The loggerhead dive-depth distributions indicated that these animals tended to remain at shallower depths than that of 100 m. If shallow longline sets were replaced with deep longline sets, the incidental takes of loggerhead sea turtles should be reduced substantially. Further, even though olive ridley sea turtles dived deeper than loggerhead sea turtles, only about 10% of their time was spent deeper than 100 m. Therefore, their incidental catches should also be substantially reduced with the elimination of shallow longline sets. However, when deep sets are being made or retrieved or when current shear prevents the gear from sinking to its expected depth, hooks will be present in relatively shallow depths and could result in incidental catches of turtles.

Results to date in the fishery confirm the reduction in incidental catches of turtles that can be achieved from the elimination of shallow sets. Beginning in April 2001, shallow sets were prohibited in the Hawaii-based longline fishery.

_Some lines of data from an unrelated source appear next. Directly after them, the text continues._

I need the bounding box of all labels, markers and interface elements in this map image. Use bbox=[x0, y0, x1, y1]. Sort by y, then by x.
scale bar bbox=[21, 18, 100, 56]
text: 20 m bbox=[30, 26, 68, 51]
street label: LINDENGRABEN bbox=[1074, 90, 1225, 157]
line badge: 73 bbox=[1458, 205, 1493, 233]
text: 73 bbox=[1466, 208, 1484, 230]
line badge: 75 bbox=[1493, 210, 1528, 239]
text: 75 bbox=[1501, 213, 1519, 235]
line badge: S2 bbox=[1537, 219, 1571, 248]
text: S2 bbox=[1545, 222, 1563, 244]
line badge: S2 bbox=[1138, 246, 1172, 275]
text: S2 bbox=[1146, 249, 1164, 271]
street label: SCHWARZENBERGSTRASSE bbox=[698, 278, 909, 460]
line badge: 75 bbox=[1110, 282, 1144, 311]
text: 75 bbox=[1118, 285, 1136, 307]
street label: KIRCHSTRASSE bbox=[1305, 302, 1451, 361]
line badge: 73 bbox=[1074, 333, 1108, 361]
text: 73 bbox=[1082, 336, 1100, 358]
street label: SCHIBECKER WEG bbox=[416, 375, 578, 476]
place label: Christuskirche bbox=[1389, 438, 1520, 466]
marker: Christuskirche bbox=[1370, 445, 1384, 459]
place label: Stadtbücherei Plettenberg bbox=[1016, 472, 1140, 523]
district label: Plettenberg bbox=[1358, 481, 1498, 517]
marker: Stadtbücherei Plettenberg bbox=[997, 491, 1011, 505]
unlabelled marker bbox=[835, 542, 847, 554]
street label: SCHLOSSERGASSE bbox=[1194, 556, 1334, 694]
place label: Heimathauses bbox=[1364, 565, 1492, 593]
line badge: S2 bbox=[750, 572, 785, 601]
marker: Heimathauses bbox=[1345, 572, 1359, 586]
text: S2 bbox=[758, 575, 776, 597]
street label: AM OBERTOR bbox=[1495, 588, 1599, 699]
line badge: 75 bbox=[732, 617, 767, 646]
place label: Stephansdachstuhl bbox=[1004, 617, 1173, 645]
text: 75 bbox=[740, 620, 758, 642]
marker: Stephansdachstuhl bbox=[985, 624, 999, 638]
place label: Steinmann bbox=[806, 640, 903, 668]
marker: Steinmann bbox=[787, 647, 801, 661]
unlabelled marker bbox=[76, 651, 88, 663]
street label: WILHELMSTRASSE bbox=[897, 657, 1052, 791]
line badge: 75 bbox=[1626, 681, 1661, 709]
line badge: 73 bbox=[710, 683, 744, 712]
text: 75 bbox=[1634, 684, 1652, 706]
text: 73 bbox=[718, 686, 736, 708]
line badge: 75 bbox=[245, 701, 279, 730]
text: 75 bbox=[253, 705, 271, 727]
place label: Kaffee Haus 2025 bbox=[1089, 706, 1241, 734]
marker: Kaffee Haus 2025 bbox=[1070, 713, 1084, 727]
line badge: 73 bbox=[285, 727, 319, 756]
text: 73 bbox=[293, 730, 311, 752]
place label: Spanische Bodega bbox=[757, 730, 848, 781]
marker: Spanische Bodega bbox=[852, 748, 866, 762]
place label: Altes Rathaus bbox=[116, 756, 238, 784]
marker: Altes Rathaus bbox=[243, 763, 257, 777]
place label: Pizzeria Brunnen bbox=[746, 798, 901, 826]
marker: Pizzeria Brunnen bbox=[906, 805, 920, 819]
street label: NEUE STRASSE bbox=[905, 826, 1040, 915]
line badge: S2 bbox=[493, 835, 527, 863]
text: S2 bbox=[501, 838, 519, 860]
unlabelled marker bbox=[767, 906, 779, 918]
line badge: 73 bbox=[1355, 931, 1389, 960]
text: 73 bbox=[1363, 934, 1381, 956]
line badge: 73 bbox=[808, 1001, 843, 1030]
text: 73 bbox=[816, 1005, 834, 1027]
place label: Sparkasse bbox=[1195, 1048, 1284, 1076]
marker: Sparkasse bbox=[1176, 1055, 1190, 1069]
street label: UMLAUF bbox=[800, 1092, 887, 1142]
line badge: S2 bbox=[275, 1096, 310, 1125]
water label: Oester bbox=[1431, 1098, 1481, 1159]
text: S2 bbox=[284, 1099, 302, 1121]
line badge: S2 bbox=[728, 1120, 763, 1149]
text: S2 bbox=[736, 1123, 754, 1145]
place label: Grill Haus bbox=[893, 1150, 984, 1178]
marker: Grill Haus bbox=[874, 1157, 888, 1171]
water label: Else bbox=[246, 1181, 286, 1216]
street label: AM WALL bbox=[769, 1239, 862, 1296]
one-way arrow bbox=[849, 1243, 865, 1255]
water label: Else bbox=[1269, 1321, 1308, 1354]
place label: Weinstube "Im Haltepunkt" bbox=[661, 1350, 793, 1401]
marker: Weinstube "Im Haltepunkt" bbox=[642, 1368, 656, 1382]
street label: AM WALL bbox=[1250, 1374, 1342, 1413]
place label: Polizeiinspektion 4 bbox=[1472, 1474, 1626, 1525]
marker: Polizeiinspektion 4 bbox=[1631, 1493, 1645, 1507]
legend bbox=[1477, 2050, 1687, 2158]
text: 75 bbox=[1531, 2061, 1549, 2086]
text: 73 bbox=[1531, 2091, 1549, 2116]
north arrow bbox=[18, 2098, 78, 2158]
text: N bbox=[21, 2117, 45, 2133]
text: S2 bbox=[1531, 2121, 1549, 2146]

Data from the onboard observers in the longline fleet, which now comprise 20% of the fishing effort, showed that no loggerhead and only two olive ridley sea turtles were caught from April through December 2001.

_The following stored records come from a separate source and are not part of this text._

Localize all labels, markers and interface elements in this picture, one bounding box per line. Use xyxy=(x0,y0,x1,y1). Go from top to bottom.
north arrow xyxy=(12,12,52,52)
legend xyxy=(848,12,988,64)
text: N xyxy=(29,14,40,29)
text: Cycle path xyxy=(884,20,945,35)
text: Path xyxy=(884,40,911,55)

The relatively shallow dive-depth distribution for loggerhead sea turtles in the central North Pacific is consistent with our understanding of their ecology; they forage and migrate along convergent fronts where they encounter a shallow aggregation of forage (Polovina et al., 2000). Although oceanic loggerhead sea turtles have a shallower dive behavior than that of olive ridley sea turtles, they appear to dive deeper in oceanic habitat than loggerhead sea turtles in coastal habitat. For example, the dive distribution of two loggerhead sea turtles between nesting periods off Japan indicated that virtually all their dives were shallower than 30 m (Sakamoto et al., 1993). The deeper-dive distribution of olive ridley sea turtles is also consistent with their oceanic habitat, which is south of the loggerhead habitat in the central portion of the subtropical gyre. The oceanography of this region is characterized by a warm surface layer, a deep thermocline depth, and an absence of strong horizontal temperature gradients and physical or biological fronts. It is likely that the deeper diving seen in the olive ridley sea turtles results from foraging at depths associated with the deep scattering layer.

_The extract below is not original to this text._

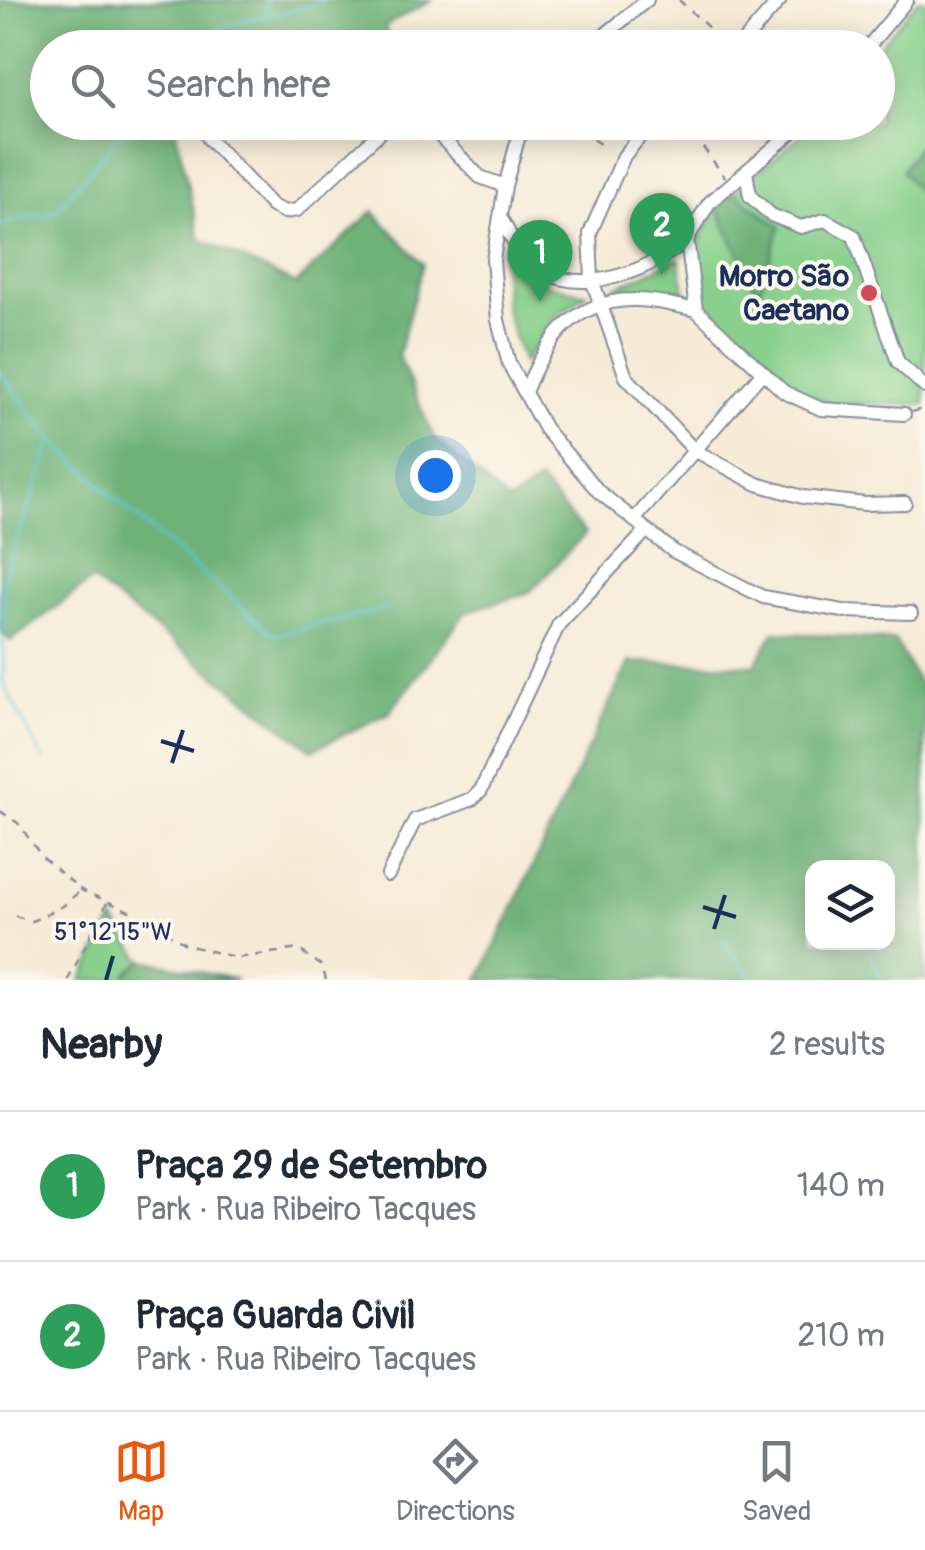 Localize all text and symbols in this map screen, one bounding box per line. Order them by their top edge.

We wish to acknowledge the NMFS observers who attached the transmitters to the turtles; we also wish to thank Shawn K. K. Murakawa and Shandell Eames who assisted in observer training and logistics.

(1) McCracken, M.L. 2000. Estimation of sea turtle take and mortality in the Hawaiian longline fisheries. Southwest Fish. Sci. Cent. Admin. Rep. H-00-06. 29 p. Southwest Fish. Sci. Cent., Honolulu Lab., Natl. Mar. Fish. Serv., NOAA, Honolulu, HI 96822-2396.

Literature cited

Balazs, G. H., R. K. Miya, and S. C. Beavers.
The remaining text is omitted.